#### Stored data entries
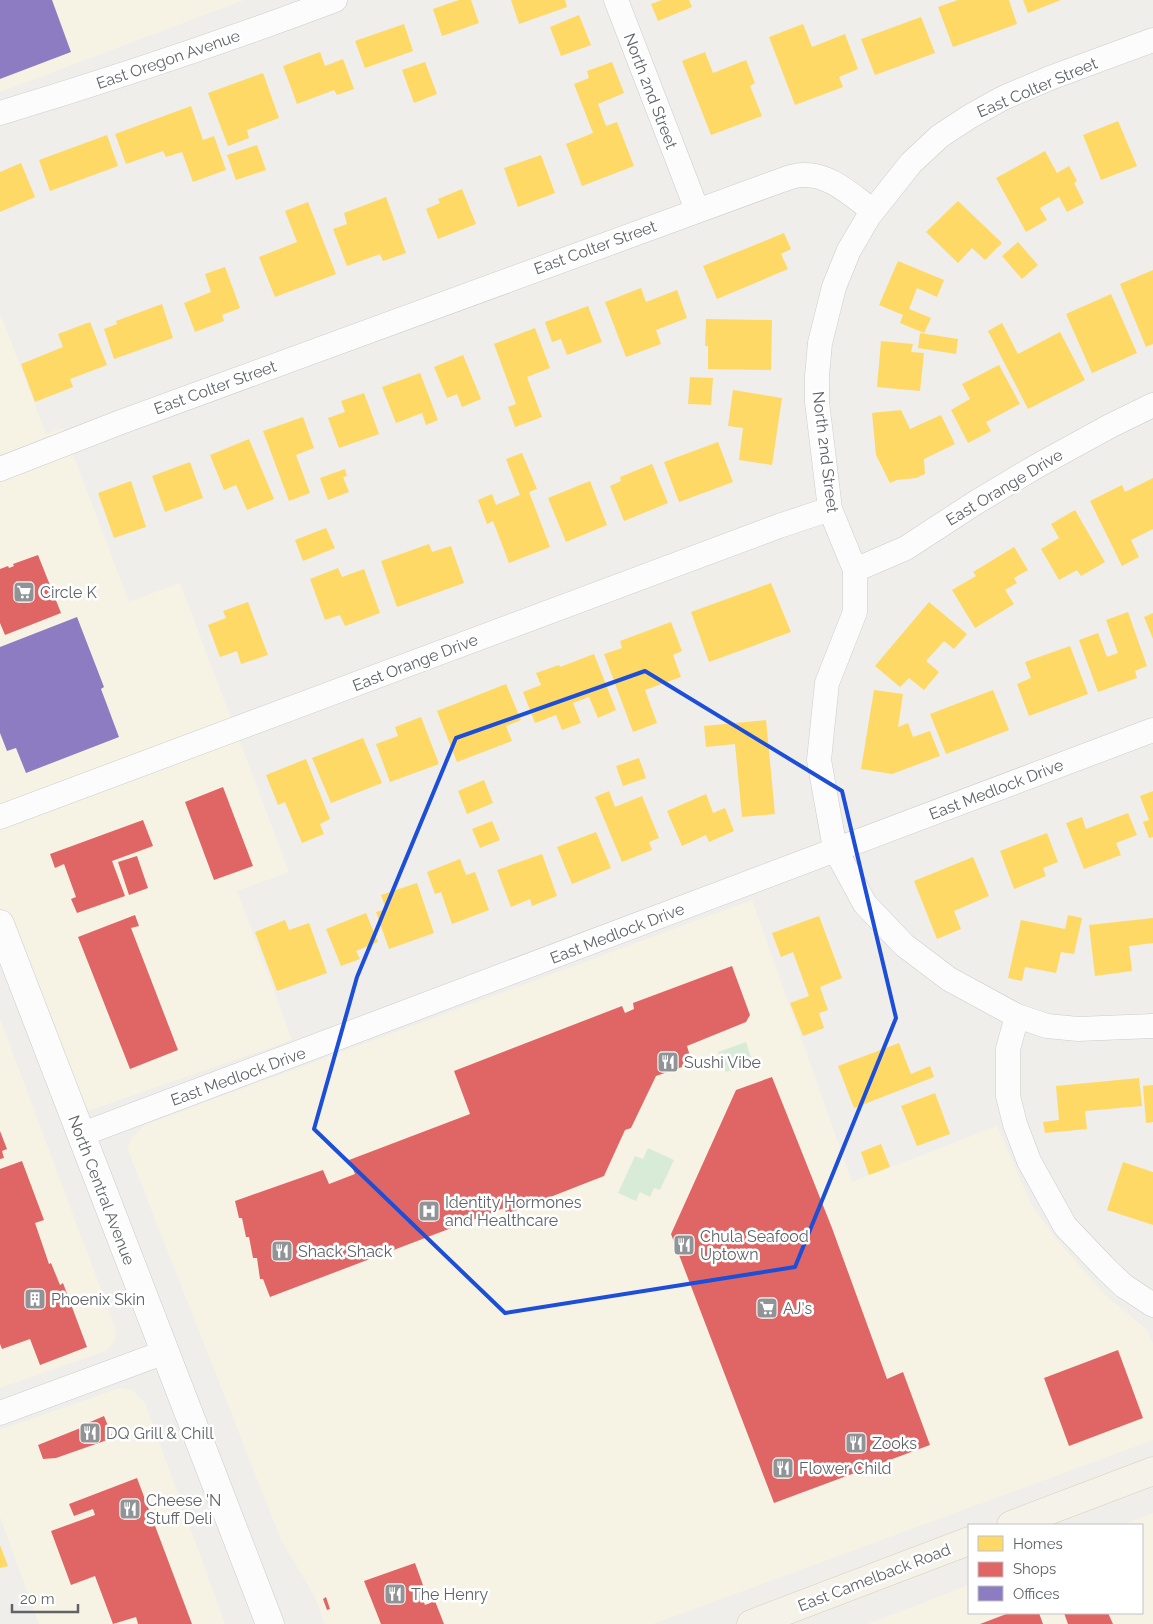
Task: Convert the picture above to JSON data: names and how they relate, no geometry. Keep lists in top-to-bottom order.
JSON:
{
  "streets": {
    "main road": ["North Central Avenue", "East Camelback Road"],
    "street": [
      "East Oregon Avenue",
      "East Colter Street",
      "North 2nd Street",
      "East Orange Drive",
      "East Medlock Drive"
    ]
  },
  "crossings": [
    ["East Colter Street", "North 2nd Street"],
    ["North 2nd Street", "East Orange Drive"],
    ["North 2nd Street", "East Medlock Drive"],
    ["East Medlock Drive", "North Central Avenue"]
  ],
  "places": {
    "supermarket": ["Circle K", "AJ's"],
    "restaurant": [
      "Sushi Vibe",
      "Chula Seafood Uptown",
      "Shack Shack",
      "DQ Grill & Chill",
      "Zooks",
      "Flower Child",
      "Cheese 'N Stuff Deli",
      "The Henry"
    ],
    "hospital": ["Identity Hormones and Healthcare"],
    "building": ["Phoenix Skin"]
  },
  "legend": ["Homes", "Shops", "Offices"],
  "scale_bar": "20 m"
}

#### TASK ITEM
Write out the data exactly, but not its pictures.

#### FINISHED TASK
Task: Convert the picture above to JSON data: names and how they relate, no geometry. Keep lists in top-to-bottom order.
JSON:
{
  "streets": {
    "main road": ["North Central Avenue", "East Camelback Road"],
    "street": [
      "East Oregon Avenue",
      "East Colter Street",
      "North 2nd Street",
      "East Orange Drive",
      "East Medlock Drive"
    ]
  },
  "crossings": [
    ["East Colter Street", "North 2nd Street"],
    ["North 2nd Street", "East Orange Drive"],
    ["North 2nd Street", "East Medlock Drive"],
    ["East Medlock Drive", "North Central Avenue"]
  ],
  "places": {
    "supermarket": ["Circle K", "AJ's"],
    "restaurant": [
      "Sushi Vibe",
      "Chula Seafood Uptown",
      "Shack Shack",
      "DQ Grill & Chill",
      "Zooks",
      "Flower Child",
      "Cheese 'N Stuff Deli",
      "The Henry"
    ],
    "hospital": ["Identity Hormones and Healthcare"],
    "building": ["Phoenix Skin"]
  },
  "legend": ["Homes", "Shops", "Offices"],
  "scale_bar": "20 m"
}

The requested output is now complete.